İslam tarihine Cemel Vakası olarak geçen olay da bu seferin dönüşünde yaşandı. Hz. Ayşe de bu sefere Hz. Muhammed ile birlikte katılmıştı. Sefer dönüşü konakladıkları bir yerde sabaha karşı hareket emri verildiğinde Ayşe ihtiyaç için ordugâhtan uzaklaştı, dönüşte gerdanlığını düşürdüğünü fark ederek aramaya koyuldu ve konakladıkları yere geldiğinde kafilenin hareket ettiğini görüp beklemeye başladı. Ordunun artçılarından Safvan b. Muattal, Ayşe’yi devesine bindirip kafileye yetiştirdi. Başlangıçta kimsenin dikkatini çekmeyen bu olay, münafıkların başı Abdullah b. Ubey ve adamlarının dedikodusu yüzünden önemli bir soruna dönüştü. Hz. Muhammed, yapılan dedikodulardan etkilenerek Hz. Ayşe’ye kırıldı ve onu, babası Hz. Ebu bekir’in evine gönderdi. Hz. Muhammed, Ayşe ile birlikte geçirdiği sıkıntılı günlerden, indirilen ayet ile kurtuldu.

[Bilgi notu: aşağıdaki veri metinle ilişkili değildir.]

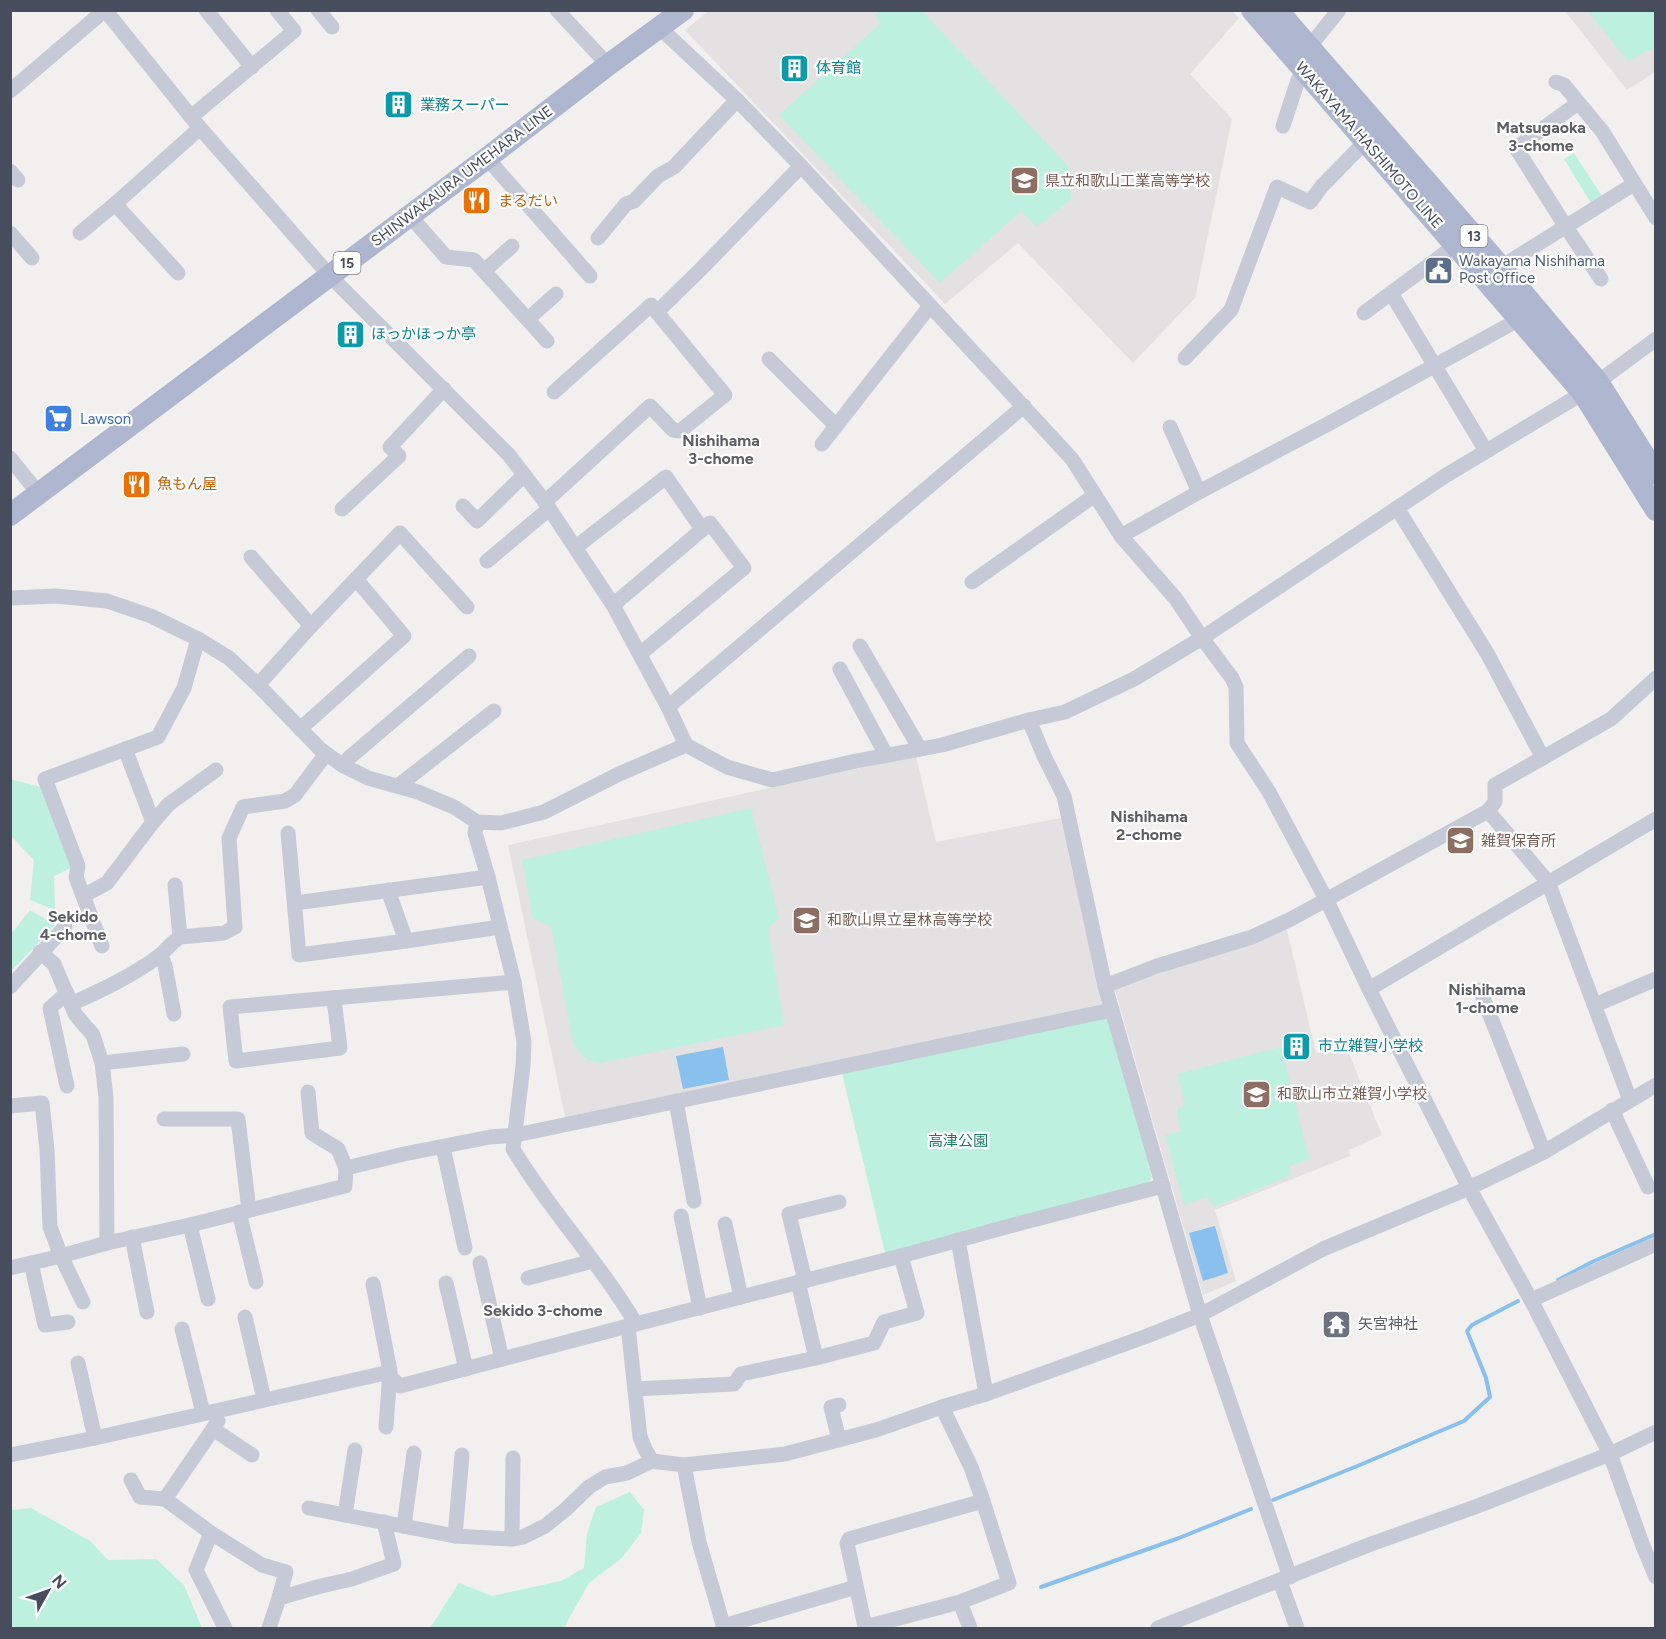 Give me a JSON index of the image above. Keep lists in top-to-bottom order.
{
  "streets": {
    "main road": [
      "WAKAYAMA HASHIMOTO LINE",
      "SHINWAKAURA UMEHARA LINE",
      "13",
      "15"
    ]
  },
  "districts": [
    "Matsugaoka 3-chome",
    "Nishihama 3-chome",
    "Nishihama 2-chome",
    "Sekido 4-chome",
    "Nishihama 1-chome",
    "Sekido 3-chome"
  ],
  "parks": ["高津公園"],
  "places": {
    "building": [
      "体育館",
      "業務スーパー",
      "ほっかほっか亭",
      "市立雑賀小学校"
    ],
    "school or university": [
      "県立和歌山工業高等学校",
      "雑賀保育所",
      "和歌山県立星林高等学校",
      "和歌山市立雑賀小学校"
    ],
    "restaurant": ["まるだい", "魚もん屋"],
    "public building": ["Wakayama Nishihama Post Office"],
    "supermarket": ["Lawson"],
    "temple": ["矢宮神社"]
  },
  "north": "top right"
}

Müşrikler Son Saldırılarından da Sonuç Alamadı
Mekkelilerin Medine’ye karşı son saldırısı Hendek Savaşı olmuştur. Bu sefere, Kureyşliler dışında çeşitli Arap kabileleriyle Medine’den çıkarılan Beni Nadir ve o sırada Medine’de kalan Beni Kurayza Yahudilerinden oluşan kalabalık bir grup katıldı. Hayber Kalesi’nde yaşayan Nadiroğulları’nın tahriki ile Mekkelilerin topladığı asker sayısı on bin kişiye ulaştı. Ebu Süfyan’ın komutasında harekete geçen Mekkelilere karşı Hz. Muhammed daha önce Arabistan yarımadası’nda hiç kullanılmamış bir savunma yöntemine başvurdu. Azatlı kölelerden Selman-ı Farisi, memleketi İran’da gördüğü savunma yöntemini Hz. Muhammed’e anlattı. Bu yöntemi uygulayan Hz. Muhammed, Medine’nin kuzey kesiminde büyük hendekler kazdırdı. Üç bin kişinin katıldığı bu çalışma kısa sürede tamamlandı. O tarihe kadar Arabistan Yarımadası’nda toplanmış en büyük ordu ile hendeklerin önüne gelen müşrikler, ilk defa karşılaştıkları bu savunma yöntemi karşısında ne yapacaklarını şaşırdılar. Yirmi gün boyunca sürdürdükleri kuşatmaya daha fazla dayanamayarak çıkan şiddetli bir fırtınanın ardından Nisan 627’de Mekke’ye döndüler.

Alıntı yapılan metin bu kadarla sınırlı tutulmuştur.